21st Century Culture in Organizations – Nu Leadership Series

Men cease to interest us when we find their limitations. The sin is limitations. As soon as you once come up to a man’s limitations, it is all over with him.


In many businesses, the primary problem for leaders is not competition but a lack of understanding their own corporate culture. Few organizations spend any time understanding their culture. Organizational culture relates to the underlying set of key values, beliefs, and norms shared by the workforce. Malphurs, a value expert, maintains that organizational values co-exist on two planes: personal and corporate. Core organizational values guide an organization while an individual operates on a set of core values that dictate his or her actions. Therefore, creating good culture in a business is complicated due to the fact that different people have varying values.

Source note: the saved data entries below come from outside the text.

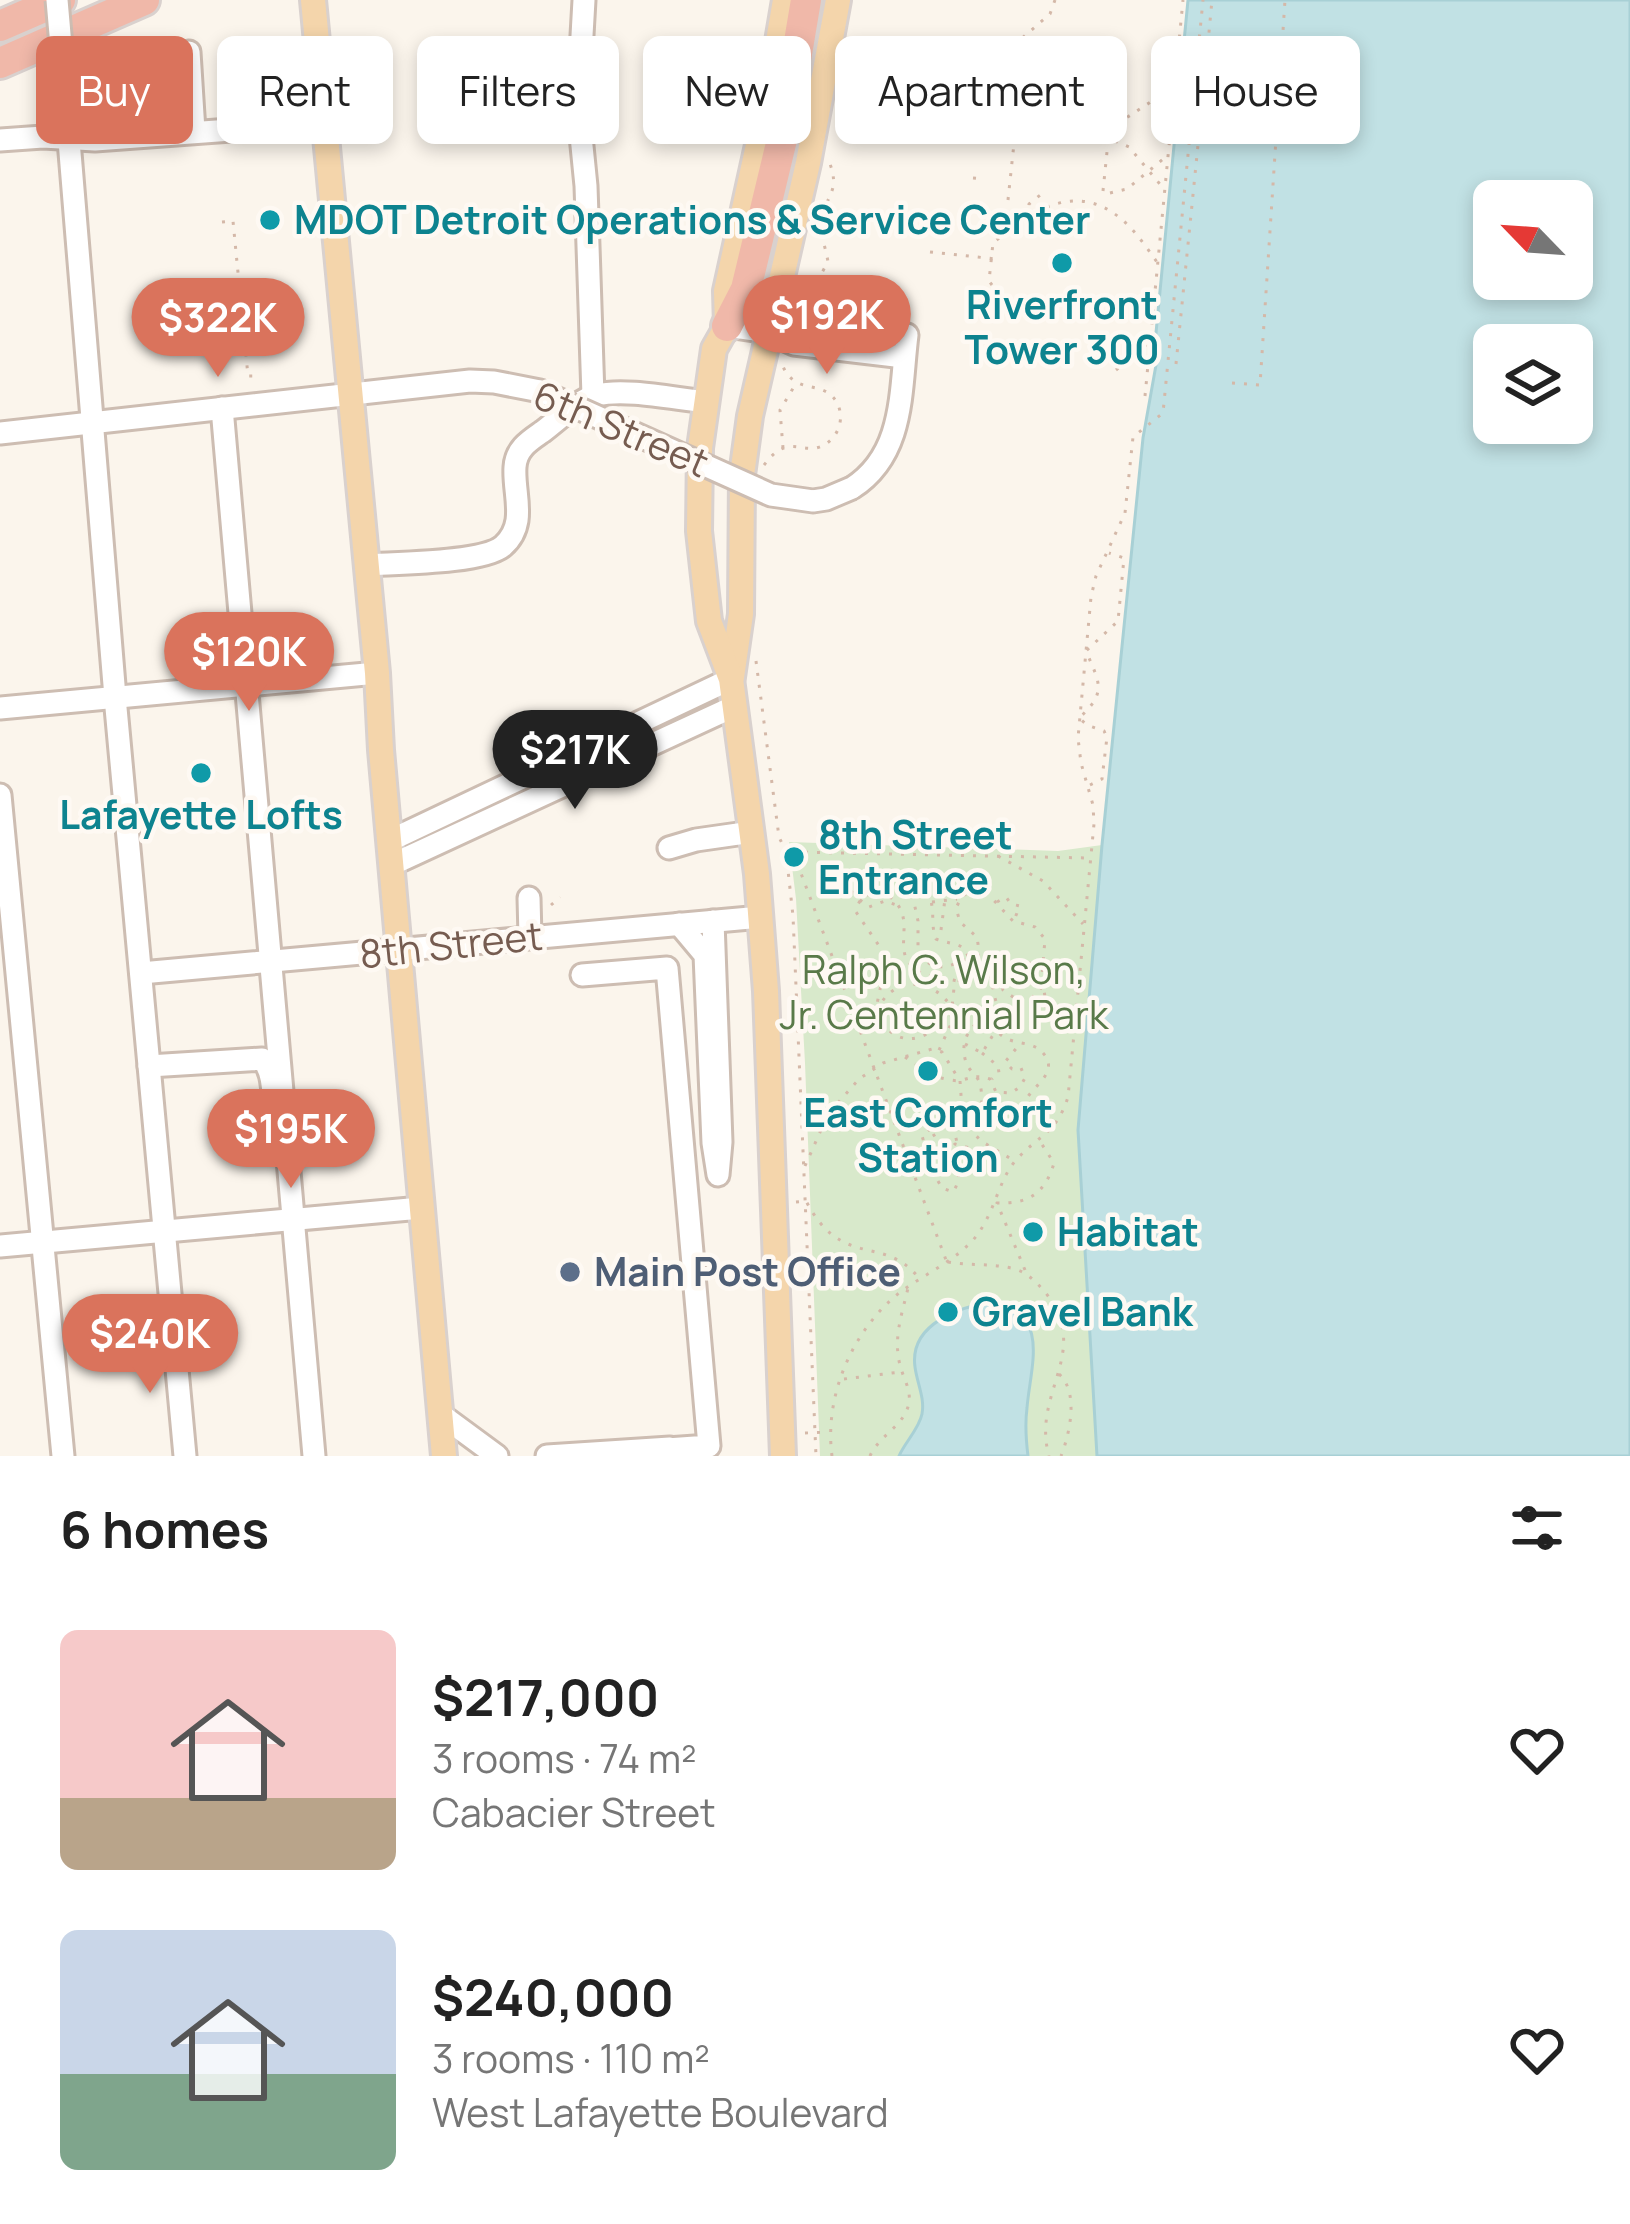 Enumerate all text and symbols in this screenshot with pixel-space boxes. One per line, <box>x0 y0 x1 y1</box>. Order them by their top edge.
chip: Buy <box>36 36 193 144</box>
chip: Rent <box>217 36 393 144</box>
chip: Filters <box>417 36 619 144</box>
chip: New <box>643 36 811 144</box>
chip: Apartment <box>835 36 1127 144</box>
chip: House <box>1151 36 1360 144</box>
north arrow <box>1473 180 1593 300</box>
map controls <box>1473 180 1593 444</box>
place label: MDOT Detroit Operations & Service Center <box>294 192 1091 246</box>
marker: MDOT Detroit Operations & Service Center <box>257 207 283 233</box>
marker: Riverfront Tower 300 <box>1049 250 1075 276</box>
pin: $192K <box>743 275 911 377</box>
place label: Riverfront Tower 300 <box>964 277 1160 376</box>
pin: $322K <box>134 278 302 380</box>
text: $192K <box>770 287 884 341</box>
text: $322K <box>159 290 277 344</box>
button: layers <box>1473 324 1593 444</box>
street label: 6th Street <box>526 367 717 489</box>
pin: $120K <box>165 612 333 714</box>
text: $120K <box>191 624 307 678</box>
pin: $217K <box>491 710 659 812</box>
text: $217K <box>520 722 630 776</box>
marker: Lafayette Lofts <box>188 760 214 786</box>
place label: Lafayette Lofts <box>59 787 343 841</box>
place label: 8th Street Entrance <box>818 807 1013 906</box>
marker: 8th Street Entrance <box>781 844 807 870</box>
street label: 8th Street <box>357 908 545 980</box>
park label: Ralph C. Wilson, Jr. Centennial Park <box>780 942 1110 1041</box>
marker: East Comfort Station <box>915 1058 941 1084</box>
place label: East Comfort Station <box>803 1085 1053 1184</box>
pin: $195K <box>207 1089 375 1191</box>
text: $195K <box>234 1101 348 1155</box>
place label: Habitat <box>1057 1204 1199 1258</box>
marker: Habitat <box>1020 1219 1046 1245</box>
place label: Main Post Office <box>594 1244 901 1298</box>
marker: Main Post Office <box>557 1259 583 1285</box>
place label: Gravel Bank <box>972 1284 1194 1338</box>
pin: $240K <box>66 1294 234 1396</box>
marker: Gravel Bank <box>935 1299 961 1325</box>
text: $240K <box>89 1306 211 1360</box>
text: 6 homes <box>60 1494 269 1563</box>
icon: filters <box>1504 1495 1570 1561</box>
text: $217,000 <box>432 1662 659 1731</box>
icon: home <box>156 1678 300 1822</box>
icon: heart <box>1504 1717 1570 1783</box>
text: 3 rooms · 74 m² <box>432 1731 697 1785</box>
text: Cabacier Street <box>432 1785 716 1839</box>
text: $240,000 <box>432 1962 674 2031</box>
icon: home <box>156 1978 300 2122</box>
icon: heart <box>1504 2017 1570 2083</box>
text: 3 rooms · 110 m² <box>432 2031 710 2085</box>
text: West Lafayette Boulevard <box>432 2085 889 2139</box>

Since culture is a crucial factor in long term success, leaders should study and measure key dimensions of culture. This cultural awareness will help organizations develop more effective business strategies. Unfortunately, many organization initiatives fail due to the lack of cultural understanding.

Cameron and Quinn, authors of Diagnosing and Changing Organizational Culture, explain “The failure occurs in most cases because the culture of the organization remained the same.” Unless a change, there is little hope of any long lasting improvement in organizational culture. Therefore, 21st organizations recognize thee the important of understand their own corporate culture.


Cameron, K. & Quinn, R. (2006). Diagnosing and Changing Organizational Culture. San Francisco, CA: Jossey-Bass.

Ciulla, J.B. (1998). Ethics: The Heart of Leadership. Westport, CT: Praeger.

Draft, R. (1995). Organization Theory & Design. Congress gets low ratings on ethics, honesty.

Malphurs, A. (2004). Values-Driven leadership. Grand Rapids, MI: Bakers Books.